When we sold the house in Oakland, Anna Grace was a toddler, barely walking. I thought at that time that I had great difficulty keeping her things cleaned up, etc. I had no idea what "difficulty" really was. Since putting the house on the market I have had many adventures with Anna Grace, her toys, and trying to get the house ready to show.
For example….
Once got the house all cleaned up, got myself dressed, and (thankfully) decided to take one last look at the house before leaving. I found seven of Anna Grace’s dolls all tucked in up to their necks in our bed. (It looked a bit eerie… just seven doll heads staring at you). The bed hadn’t been in that condition just five minutes earlier.
Anna Grace discovered how to get a chair, push it over to the cabinet, scale chair and cabinet to obtain her paint and figured out how to open her paints…. all within 10 minutes of a family coming to see the house.

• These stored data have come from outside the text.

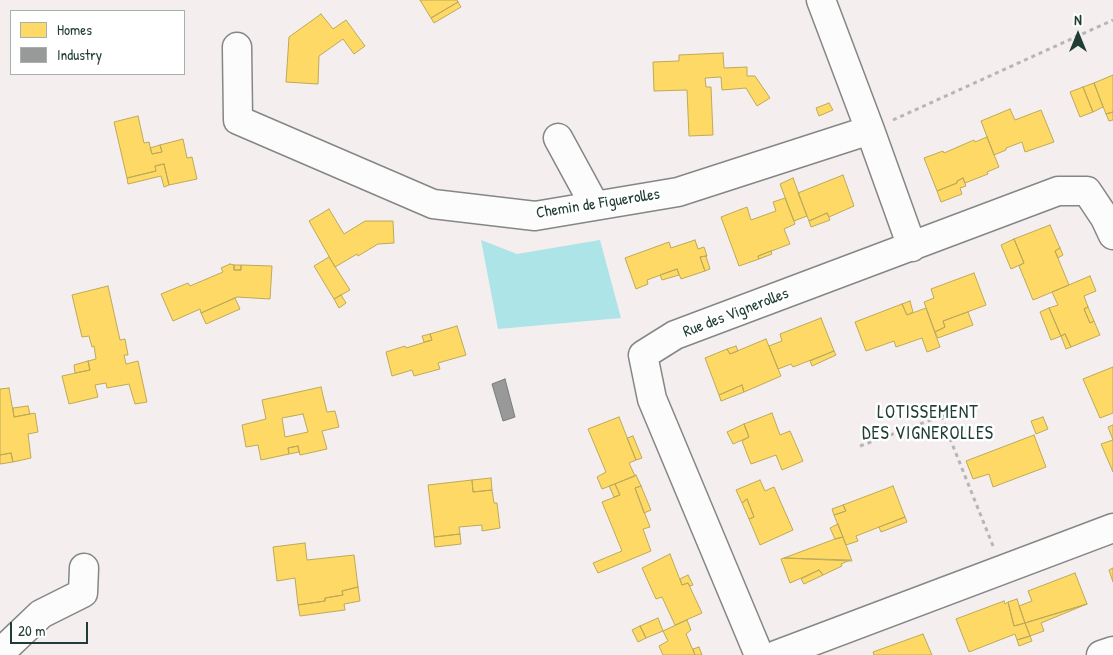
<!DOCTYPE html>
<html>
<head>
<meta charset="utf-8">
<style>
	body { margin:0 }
	#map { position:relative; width:1113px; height:655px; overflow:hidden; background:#f4eeee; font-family:"Patrick Hand",sans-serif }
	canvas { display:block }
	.legend { position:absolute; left:10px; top:10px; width:175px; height:65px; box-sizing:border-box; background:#fff; border:1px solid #a5b1ae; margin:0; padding:6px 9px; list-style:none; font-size:15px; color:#1f3d34 }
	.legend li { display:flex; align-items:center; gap:10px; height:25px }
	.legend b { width:25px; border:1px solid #a5b1ae }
	.north { position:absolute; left:1053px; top:10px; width:50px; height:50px; -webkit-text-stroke:4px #fff; paint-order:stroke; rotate:0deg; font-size:14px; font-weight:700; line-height:20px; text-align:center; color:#1f3d34 }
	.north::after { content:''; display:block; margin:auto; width:18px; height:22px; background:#1f3d34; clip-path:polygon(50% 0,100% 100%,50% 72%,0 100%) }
	.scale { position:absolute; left:10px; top:622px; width:78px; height:22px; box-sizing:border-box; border:2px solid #1f3d34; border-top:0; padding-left:6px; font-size:15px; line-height:18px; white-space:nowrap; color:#1f3d34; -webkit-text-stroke:4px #fff; paint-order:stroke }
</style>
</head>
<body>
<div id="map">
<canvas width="1113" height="655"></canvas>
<ul class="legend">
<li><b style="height:14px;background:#ffd966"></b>Homes</li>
<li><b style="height:14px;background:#999"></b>Industry</li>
</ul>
<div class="north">N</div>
<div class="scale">20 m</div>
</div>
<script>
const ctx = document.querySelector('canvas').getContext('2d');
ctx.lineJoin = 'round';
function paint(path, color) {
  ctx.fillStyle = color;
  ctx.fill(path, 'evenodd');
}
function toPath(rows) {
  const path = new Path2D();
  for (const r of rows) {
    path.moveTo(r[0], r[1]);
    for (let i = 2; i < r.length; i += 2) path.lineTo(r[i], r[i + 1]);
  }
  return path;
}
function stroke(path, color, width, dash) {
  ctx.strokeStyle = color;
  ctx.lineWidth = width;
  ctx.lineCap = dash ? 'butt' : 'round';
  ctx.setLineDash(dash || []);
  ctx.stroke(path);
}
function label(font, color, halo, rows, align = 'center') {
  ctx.font = font + ' "Patrick Hand",sans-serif';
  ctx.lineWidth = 5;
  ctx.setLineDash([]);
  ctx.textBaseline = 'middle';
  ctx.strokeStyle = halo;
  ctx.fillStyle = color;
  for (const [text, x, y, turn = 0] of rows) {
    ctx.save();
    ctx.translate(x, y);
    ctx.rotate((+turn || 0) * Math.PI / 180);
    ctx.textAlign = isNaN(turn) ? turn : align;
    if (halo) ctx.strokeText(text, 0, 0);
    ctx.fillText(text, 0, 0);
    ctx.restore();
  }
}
const water = toPath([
	[481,240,517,254,600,240,621,318,498,329]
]);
const homes = toPath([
	[420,0,457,0,458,2,431,18,420,0],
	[458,2,461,7,434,23,431,18,458,2],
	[321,14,333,29,346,20,365,46,354,54,343,39,319,56,318,84,286,82,289,37,321,14],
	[723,53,724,68,747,67,747,76,755,76,770,98,757,106,746,88,722,90,721,77,705,78,706,87,711,87,713,135,689,136,687,90,654,91,653,62,679,61,679,55,723,53],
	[1113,75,1113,112,1106,114,1094,83,1113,75],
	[1094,83,1103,107,1093,112,1083,87,1094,83],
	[1083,87,1093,112,1080,117,1070,92,1083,87],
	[829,103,833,110,819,116,816,108,829,103],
	[1010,109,1015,120,1041,110,1054,142,1025,152,1022,142,1006,148,1006,150,994,155,981,121,1010,109],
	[1113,112,1113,120,1109,121,1106,114,1113,112],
	[138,116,144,143,149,142,152,154,162,152,160,145,183,139,187,158,192,157,197,179,169,185,164,164,155,166,156,171,127,178,114,122,138,116],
	[987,137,999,167,987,172,988,174,965,183,963,178,957,181,957,183,937,191,924,158,943,151,944,153,974,140,975,142,987,137],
	[160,145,162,152,152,154,150,148,160,145],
	[164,164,169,185,164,187,161,176,128,184,127,178,156,171,155,166,164,164],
	[843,175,854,206,829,217,827,213,809,221,798,193,843,175],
	[793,178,807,216,794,221,780,184,793,178],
	[963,178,966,186,960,188,962,194,941,202,937,191,957,183,957,181,963,178],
	[785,198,795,224,784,229,790,244,758,256,759,259,739,266,721,217,747,207,751,220,776,211,773,202,785,198],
	[329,209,344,234,365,221,393,221,394,243,378,244,358,256,357,254,335,267,309,221,329,209],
	[827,213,830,220,811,227,809,221,827,213],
	[1050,225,1060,248,1055,251,1069,285,1033,300,1019,266,1024,263,1014,239,1050,225],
	[1014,239,1024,263,1011,269,1001,245,1014,239],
	[695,240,698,249,704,247,707,256,700,257,705,271,681,279,677,269,647,280,648,284,636,289,625,258,669,242,671,248,695,240],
	[1060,248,1063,255,1058,258,1055,251,1060,248],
	[771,251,772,254,759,259,758,256,771,251],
	[706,256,710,269,705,271,700,257,706,256],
	[329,257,350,290,334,299,314,266,329,257],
	[230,264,234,265,234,270,241,270,241,265,272,266,270,299,237,297,201,313,200,309,173,321,161,294,188,283,190,286,223,272,221,268,230,264],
	[234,265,241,265,241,270,234,270,234,265],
	[677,269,679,275,662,280,660,275,677,269],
	[974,273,986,305,943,321,945,327,935,332,924,302,934,298,931,289,974,273],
	[1090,276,1096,291,1084,296,1088,307,1084,309,1090,323,1094,321,1100,335,1071,347,1065,334,1061,336,1049,308,1058,305,1052,292,1090,276],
	[108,286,120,340,125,339,128,355,124,355,126,364,138,361,147,402,135,404,129,384,107,388,106,383,95,385,98,397,69,404,62,376,90,370,88,361,96,359,94,346,92,347,89,336,82,337,72,295,108,286],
	[341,295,346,303,339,308,334,299,341,295],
	[235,298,240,309,206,324,201,313,235,298],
	[910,301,913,312,907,315,902,304,910,301],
	[902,304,907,315,926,308,940,347,927,352,922,338,896,347,894,341,866,351,855,322,902,304],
	[1088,307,1094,321,1090,323,1084,309,1088,307],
	[1049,308,1061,336,1051,340,1040,312,1049,308],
	[968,312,973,325,938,338,935,332,945,327,943,321,968,312],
	[821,318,834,351,793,367,791,364,778,369,769,346,782,341,780,334,821,318],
	[457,326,466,355,438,363,440,369,414,376,412,370,392,376,386,352,405,346,406,348,432,340,430,334,457,326],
	[430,334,432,340,424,342,422,336,430,334],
	[1065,334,1071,347,1066,349,1061,336,1065,334],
	[766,339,781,376,744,392,742,385,719,395,705,358,727,349,730,354,766,339],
	[736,346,738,351,730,354,727,349,736,346],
	[834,351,836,355,812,366,810,361,834,351],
	[88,361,90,370,75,373,74,365,88,361],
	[1113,367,1113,413,1100,418,1083,379,1113,367],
	[742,385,744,392,721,401,719,395,742,385],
	[321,387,327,412,335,411,339,427,322,431,327,449,300,455,298,446,288,448,289,454,261,460,258,445,246,447,242,425,266,419,262,400,321,387],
	[303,414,308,432,285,437,282,418,303,414],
	[9,388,14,417,35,413,38,432,28,434,31,458,13,462,11,453,0,455,0,389,9,388],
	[28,406,30,414,14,417,13,408,28,406],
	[772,413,780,435,790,431,803,461,782,470,776,455,751,464,742,441,749,437,744,424,772,413],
	[619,417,636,460,629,463,635,476,602,489,597,477,606,472,588,429,619,417],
	[1043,417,1048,429,1036,434,1031,421,1043,417],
	[744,424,749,437,733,444,727,432,744,424],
	[1113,425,1113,440,1108,427,1113,425],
	[1034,435,1046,467,993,487,989,474,973,479,966,461,1034,435],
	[633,436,642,458,636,460,627,438,633,436],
	[1113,440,1113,472,1101,444,1113,440],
	[298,446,299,452,289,454,288,448,298,446],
	[11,453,13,462,0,464,0,455,11,453],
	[636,475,641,486,635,488,650,527,643,529,651,551,598,573,593,563,622,551,602,502,620,495,615,484,636,475],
	[491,478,492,490,473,492,472,480,491,478],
	[472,480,473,492,492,490,494,503,497,503,500,528,482,531,482,525,459,527,460,534,434,537,428,485,472,480],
	[760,480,765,491,774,487,793,530,760,545,749,519,754,517,747,499,742,503,736,490,760,480],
	[615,484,620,495,614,497,609,486,615,484],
	[641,486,651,510,644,513,635,488,641,486],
	[893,486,905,517,856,536,858,541,846,545,834,515,846,511,843,505,893,486],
	[747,499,754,517,749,519,742,503,747,499],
	[843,505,846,511,834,515,832,509,843,505],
	[905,517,907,522,881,532,879,527,905,517],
	[838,524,843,537,835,539,830,528,838,524],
	[460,534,461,544,435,547,434,537,460,534],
	[843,537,852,561,784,558,835,539,843,537],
	[305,543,307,560,354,555,358,587,342,591,343,595,325,598,325,601,298,605,295,578,277,581,273,547,305,543],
	[670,554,682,585,688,583,702,613,675,625,662,597,656,599,642,568,670,554],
	[784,558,850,560,841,564,842,566,823,575,819,570,790,583,781,559,784,558],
	[1113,568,1113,582,1109,570,1113,568],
	[819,570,823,575,804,584,801,579,819,570],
	[1075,573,1087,604,1025,623,1019,606,1032,601,1028,591,1075,573],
	[688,575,693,585,690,586,688,583,682,585,680,579,688,575],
	[358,587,360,601,344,604,345,610,300,616,298,605,325,601,325,598,343,595,342,591,358,587],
	[1017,599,1025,623,1014,626,1008,602,1017,599],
	[1004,601,1005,604,1008,602,1014,626,1025,623,1030,636,1017,640,1015,634,969,652,956,619,1004,601],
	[1087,604,1041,623,1044,631,1030,636,1025,623,1087,604],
	[658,618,663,631,646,638,640,626,658,618],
	[687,620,691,630,686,634,695,655,663,655,659,646,668,641,663,631,687,620],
	[640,626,646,638,638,642,632,630,640,626],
	[923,634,932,655,874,655,873,652,923,634],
	[1030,636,1032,641,1019,646,1017,640,1030,636],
	[699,647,702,655,695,655,693,649,699,647]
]);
const industry = toPath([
	[505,379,515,417,503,421,492,384,505,379]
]);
const path = toPath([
	[893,120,1113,20],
	[941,416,993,546],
	[860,446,980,402]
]);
const minor = toPath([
	[237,47,238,120,433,204,535,216,678,192,870,130,821,0],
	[870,130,912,247],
	[558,138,595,206],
	[0,653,41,614,83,593,84,568],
	[759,655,652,399,643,355,675,335,1058,191,1087,191,1105,218,1113,235],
	[776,655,1113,528],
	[1101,655,1113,651]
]);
const streetNames = [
	["Chemin de Figuerolles",598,204,-9],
	["Rue des Vignerolles",736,313,-21]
];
const neighbourhoodNames = [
	["LOTISSEMENT",928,413],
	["DES VIGNEROLLES",928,434]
];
paint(water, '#ade4e7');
paint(homes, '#ffd966');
stroke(homes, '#bcaa57', 1);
paint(industry, '#999');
stroke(industry, '#747d7b', 1);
stroke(minor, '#848786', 31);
stroke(path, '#b4b7b6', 3, [4, 4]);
stroke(minor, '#fdfcfc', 28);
label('16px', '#1f3d34', '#fff', streetNames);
ctx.letterSpacing = '1px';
label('18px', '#1f3d34', '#fff', neighbourhoodNames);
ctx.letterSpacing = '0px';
</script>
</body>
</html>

I get Anna Grace dressed, myself dressed and we’re ready to go. We’ve got five minutes to be out of this house before another real estate agent shows up. I see a flesh colored blur go down the hall but I pay no attention. In my heart of hearts, however, something told me that things just weren’t right and I should check to see what AG was up to. I holler out to Anna Grace that it is time to go and I’m met at the back door by this child. This absolutely, 100% butt naked child who has left clothes and diaper strewn across my clean house.
These are all just examples of what happens when you’re selling your house and you’re home alone with a small child.

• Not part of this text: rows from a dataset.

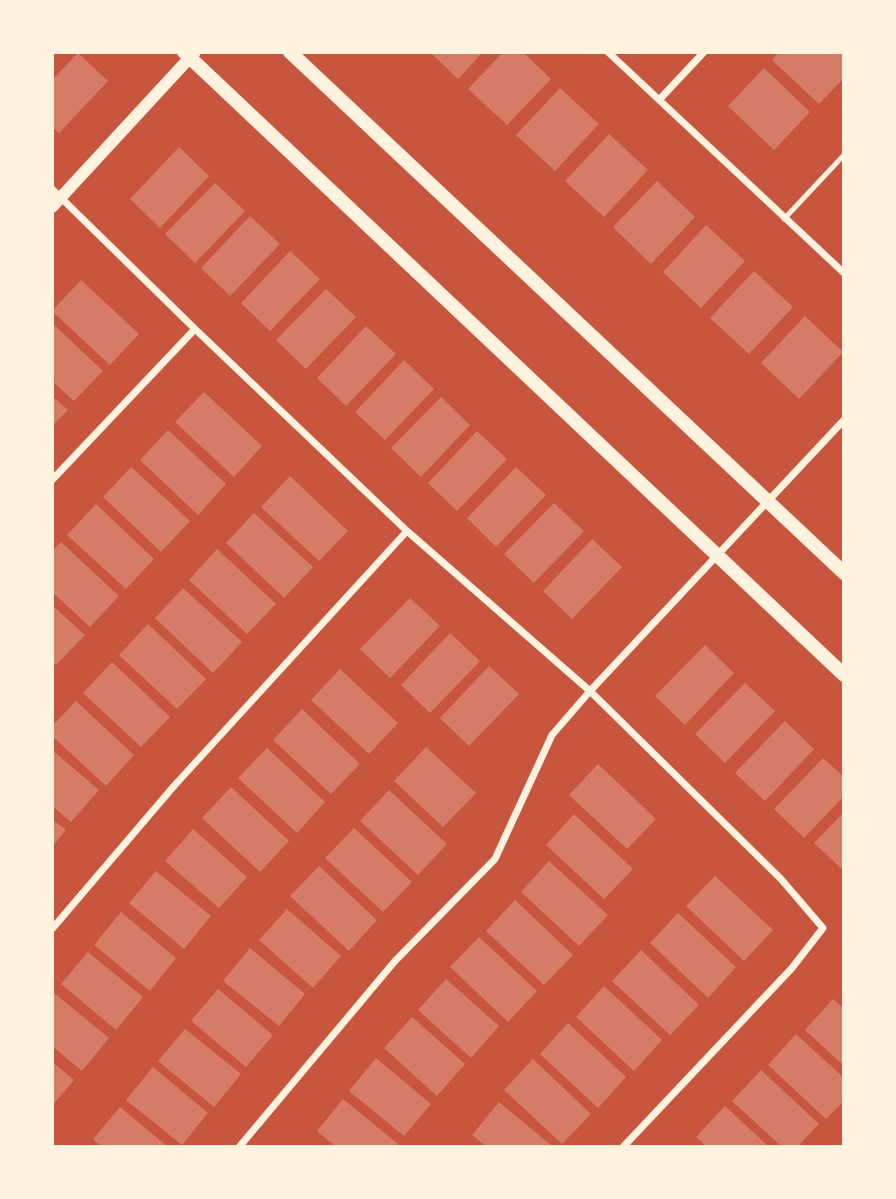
<!DOCTYPE html>
<style>
body{margin:0}
#map{position:relative;width:896px;height:1199px;overflow:hidden;background:#c8553d;font-family:"Noto Serif",serif}
canvas{display:block}
.frame{position:absolute;inset:0;border:54px solid #fff3e0;pointer-events:none}
</style>
<div id="map">
<canvas width="896" height="1199"></canvas>
<div class="frame"></div>
</div>
<script>
const ctx = document.querySelector('canvas').getContext('2d');
ctx.lineJoin = 'round';
function paint(path, color) {
  ctx.fillStyle = color;
  ctx.fill(path, 'evenodd');
}
function shape(rows) {
  const path = new Path2D();
  for (const r of rows) {
    path.moveTo(r[0], r[1]);
    for (let i = 2; i < r.length; i += 2) path.lineTo(r[i], r[i + 1]);
  }
  return path;
}
function stroke(path, color, width, dash) {
  ctx.strokeStyle = color;
  ctx.lineWidth = width;
  ctx.lineCap = dash ? 'butt' : 'round';
  ctx.setLineDash(dash || []);
  ctx.stroke(path);
}
paint(shape([
 [430,52,483,52,458,79],
 [503,52,523,52,551,79,507,125,468,89],
 [779,52,842,52,844,78,819,104,772,60],
 [78,53,108,81,59,133,52,127,52,80],
 [764,68,810,112,774,150,728,106],
 [560,88,599,124,555,171,516,135],
 [609,134,648,170,604,217,565,181],
 [179,147,209,176,160,228,130,199],
 [657,181,695,217,651,264,613,227],
 [215,183,245,211,195,263,165,234],
 [250,216,280,244,230,296,201,268],
 [706,225,745,261,701,308,663,272],
 [290,251,320,279,270,331,241,303],
 [754,271,793,307,749,354,710,318],
 [81,280,139,334,110,365,52,311],
 [326,289,356,317,306,369,276,340],
 [805,316,843,352,799,399,761,363],
 [52,323,103,371,74,401,52,381],
 [366,326,396,354,346,406,317,378],
 [404,360,434,389,385,440,355,412],
 [204,392,262,446,234,477,175,422],
 [52,396,68,410,52,426],
 [441,397,470,425,421,477,391,448],
 [168,430,226,484,198,515,140,460],
 [477,431,507,459,457,511,428,483],
 [131,467,190,521,161,552,103,497],
 [516,467,546,495,496,547,467,518],
 [290,476,348,531,319,561,261,507],
 [554,503,584,531,534,583,504,554],
 [96,504,154,559,126,589,67,535],
 [254,513,313,567,284,598,226,543],
 [592,539,622,567,572,619,543,591],
 [61,542,119,596,90,627,52,592,52,551],
 [217,549,276,604,247,634,189,580],
 [183,588,242,642,213,673,155,618],
 [410,598,440,626,390,678,360,649],
 [52,605,85,635,56,665,52,662],
 [148,624,206,679,177,709,119,655],
 [450,633,480,661,430,713,401,685],
 [705,645,734,673,685,725,655,696],
 [112,662,170,717,141,747,83,693],
 [489,666,519,694,469,746,440,718],
 [340,669,398,723,369,754,311,700],
 [745,683,775,711,725,763,695,734],
 [76,701,134,755,106,786,52,736,52,726],
 [302,709,360,764,331,794,273,740],
 [785,721,814,749,765,801,735,773],
 [426,747,476,793,443,827,394,781],
 [267,748,325,802,297,833,238,778],
 [52,750,99,790,71,822,52,806],
 [823,758,844,777,844,796,804,838,774,809],
 [598,764,656,819,627,849,569,795],
 [231,787,289,841,260,872,202,818],
 [389,790,447,844,418,875,360,821],
 [844,812,844,871,814,843],
 [574,814,633,869,604,899,546,845],
 [52,819,66,830,52,847],
 [354,828,412,882,383,912,325,858],
 [193,829,247,877,219,908,165,861],
 [549,861,608,915,579,946,521,892],
 [319,866,377,920,349,951,290,896],
 [156,871,211,916,184,949,129,903],
 [715,876,773,930,744,961,686,906],
 [515,900,573,955,544,985,486,931],
 [287,909,341,956,313,988,259,940],
 [121,912,176,958,150,991,94,945],
 [678,913,736,967,708,998,650,943],
 [479,937,537,991,508,1022,450,967],
 [250,948,305,994,279,1026,223,981],
 [641,950,699,1005,670,1035,612,981],
 [88,952,143,997,116,1030,61,984],
 [446,979,499,1026,471,1058,418,1010],
 [604,986,662,1040,634,1071,576,1017],
 [218,989,273,1035,246,1067,191,1021],
 [54,993,109,1038,82,1071,52,1046],
 [833,999,844,1009,844,1066,805,1030],
 [412,1017,465,1064,437,1096,384,1048],
 [568,1023,626,1077,598,1108,540,1054],
 [185,1029,241,1074,214,1107,158,1061],
 [796,1034,844,1078,844,1101,826,1119,768,1065],
 [376,1058,431,1104,404,1136,349,1091],
 [533,1059,591,1114,562,1144,504,1090],
 [52,1062,74,1080,52,1106],
 [153,1067,208,1113,182,1145,126,1100],
 [761,1070,819,1124,798,1146,781,1146,732,1101],
 [343,1099,398,1144,396,1146,335,1146,317,1131],
 [499,1102,552,1146,486,1146,472,1135],
 [725,1106,768,1146,706,1146,696,1137],
 [120,1107,167,1146,101,1146,93,1139]
]), '#d67c66');
stroke(shape([
 [784,219,844,155]
]), '#fff3e0', 5);
stroke(shape([
 [608,52,844,273],
 [659,100,704,52],
 [52,189,195,329,407,531,590,691,781,879,823,928,792,968,624,1146],
 [52,480,195,329],
 [52,929,174,786,407,531],
 [240,1146,395,961,495,859,552,735,590,691,844,420]
]), '#fff3e0', 7);
stroke(shape([
 [52,207,195,52]
]), '#fff3e0', 12);
stroke(shape([
 [184,52,844,675],
 [290,52,844,573]
]), '#fff3e0', 14);
</script>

None of those, however, compare to today.
I was getting a package ready to ship out and Anna Grace had pushed her chair up to the sink and asked if she could play in the water. She often does this with no problems, just a small mess. So, since I needed a few minutes to think and pack this box, I said yes. I, in a moment of great wisdom, allowed a water faucet to babysit my daughter.
I pack the box and then head into the kitchen to get AG moving on to a new activity. As I enter the kitchen my feet begin to splash. There is close to a half inch of water on my kitchen floor, all over the counter tops and she found the stash of dish towels that she has now soaked. Just as I register what has happened, the phone rings. Real esate agent and potential buyer will be at the house in 40 minutes. Just. Kill. Me.
I raced, and I raced and I raced. I didn’t fuss at AG. Afterall, her playing in the water was my brilliant idea. I tried to remain the developmentally appropriate parent, the understanding parent, etc. However, as AG began to get more and more toys out, toss her books around, etc all before I ever got the kitchen cleaned up…. I became stark raving lunatic parent. It wasn’t pretty.
We made it out of the house just as real estate agent was driving up the street.
The moral of this story? Well, choose whichever you’d like.
A. Water faucets do not make good baby sitters.
B. Never, ever, try to sell your house until all residents of the home are at least 10 years of age.
C. The yarn will never rebel against you but you can bet that your preschooler will.
D. All of the above.
Holy crud! That is some fun you are having trying to sell your house. I am so glad we did FSBO. Much more control. And make cookies. The smell really helps!!
And if you don’t have time to bake cookies (baking?? whats that?), put a pot of water on the stove and throw a couple of cinnamon sticks in to boil. It makes the house smell very inviting. Just don’t forget to turn the stove off before you leave the house. 😉
And I think the dolls tucked into your bed sounds cute, but you might have had to have been there.
My answer? “D”
When all those things happened in my life, I did not laugh. Now that they are going on in your life, I chuckle. When AG is 18 and you read about this in someone else’ blog, it’s your turn to giggle.
It’s the way it is.
I can offer little solace however I can say to you what mom’s have said to daughter’s since time immemorial…someday she’ll have a daughter JUST LIKE HER!